The Public Art Podcast
”Episodes” talk story with the artists, community members, project facilitators, small business owners, supporters and story holders working together to envision Wailuku as an arts district. ”Hui Mo‘olelo” and ”Talk Story” posts explore Maui sense of place, later forming the basis for annual requests for proposals to be interpreted as a work of public art in collaboration with Maui community members.
Episodes
Monday Jul 19, 2021
Episode #4: Andy Behrle
Monday Jul 19, 2021
Monday Jul 19, 2021
Get to know internationally-acclaimed light art phenom Andy Behrle, who led Wailuku's SMALL TOWN * BIG ART program's very first community collaboration in the Fall of 2019. Following four months of project development, Andy worked with dozens of community members to research, reimagine and refine a light installation depicting a stained glass window from St. Anthony’s Church before it was lost to a devastating fire in 1977. Through hours of footage collected at different points of the Wailuku River, panes of glass were replaced with visions of water. Inspired by ʻōlelo Ma ka hana ka ‘ike (in working, one learns), the piece was on view for one night only, projected onto the historic ʻĪao Theater, yet has lived on as an exemplary moment of Wailuku community building, historic preservation and outstanding public art. Learn more at https://www.smalltownbig.org/behrle.html.
Friday Jul 16, 2021
Episode #3: Michael Takemoto
Friday Jul 16, 2021
Friday Jul 16, 2021
A visual artist, Associate Professor, Humanities Department Chair and Visual Arts Program Coordinator at University of Hawaiʻi Maui College, Michael Takemoto's November 2020 ʻAlalā Renaissance brought pre-registered, socially-distanced artists together in Wailuku, HI to insert hundreds of brightly colored chalk ʻalalā silhouettes throughout town in an expression of hope, rebirth and healing. “I want people to realize what a powerful tool the arts are. Not only the visual arts, but spoken art; it’s all about the human experience,” shares Takemoto, “looking to the ʻalalā and their plight kind of reflects on our own experience now. We’ve been locked up for - I don't know how many months - and we see that not only are the ʻalalā fragile but so are human beings, so it’s a bigger idea not only of them but of us as well. Relating one person to another, relating our history, our mana'o, from one generation to another and how we hope to perpetuate this and continue this art for our community.” Learn more at https://www.smalltownbig.org/takemoto.html
Tuesday Jul 13, 2021
Episode #2: Jessica Bodner
Tuesday Jul 13, 2021
Tuesday Jul 13, 2021
Meet sculptor Jessica Kay Bodner, a hybrid Hawaii-Montana-based artist specializing in woven steel vessel forms reminiscent of archeological artifacts.

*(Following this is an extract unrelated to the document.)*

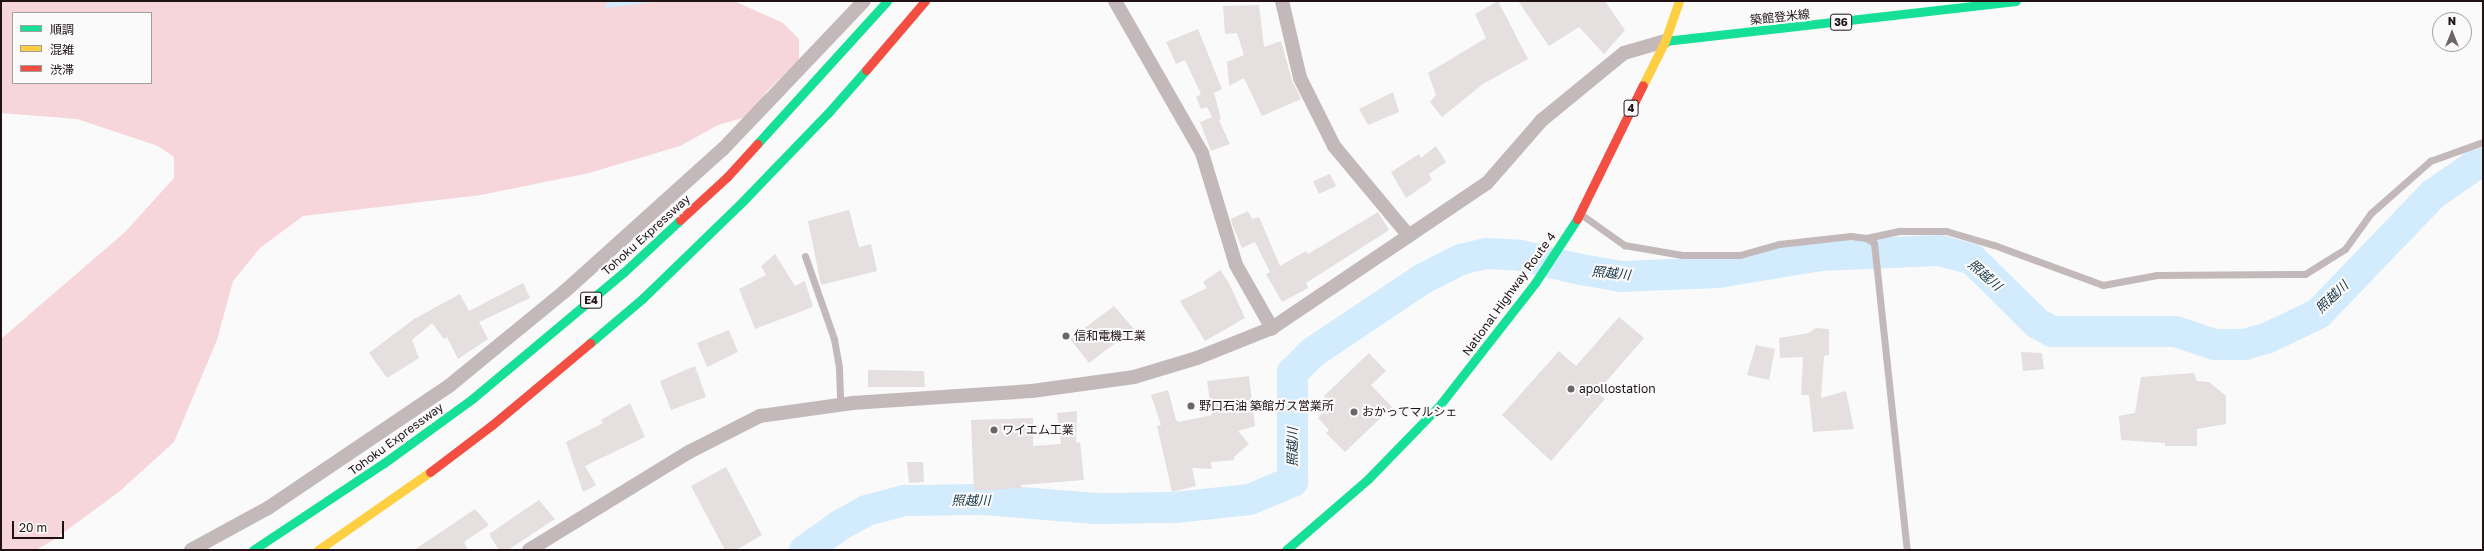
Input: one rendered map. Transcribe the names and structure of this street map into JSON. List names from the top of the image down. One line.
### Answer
{"streets":{"main road":["築館登米線","36","4","Tohoku Expressway","National Highway Route 4","E4"]},"crossings":[["築館登米線","National Highway Route 4"]],"water":["照越川"],"places":["信和電機工業","apollostation","野口石油 築館ガス営業所","おかってマルシェ","ワイエム工業"],"legend":["順調","混雑","渋滞"],"scale_bar":"20 m","north":"top"}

From large nautilus forms to abstract gestures, metal is twisted and hewn to create woven thickets where light and shadow pass through creating an interplay between the natural backdrop, the changing seasons and direction of the sun. Learn more about her ST*BA piece Hīnaʻi (December 2019) at https://www.smalltownbig.org/bodner.html.
Monday Jul 12, 2021
Episode #1: Amanda Joy Bowers
Monday Jul 12, 2021
Monday Jul 12, 2021
Recorded in July 2021, Amanda shares her experiences creating the Wailuku Town public artworks Resemble The 'Alalā (February 2019), Pō Meke‘au (December 2019) and Haʻahaʻa (June 2021), all of which can be found at https://www.smalltownbig.org/art.html.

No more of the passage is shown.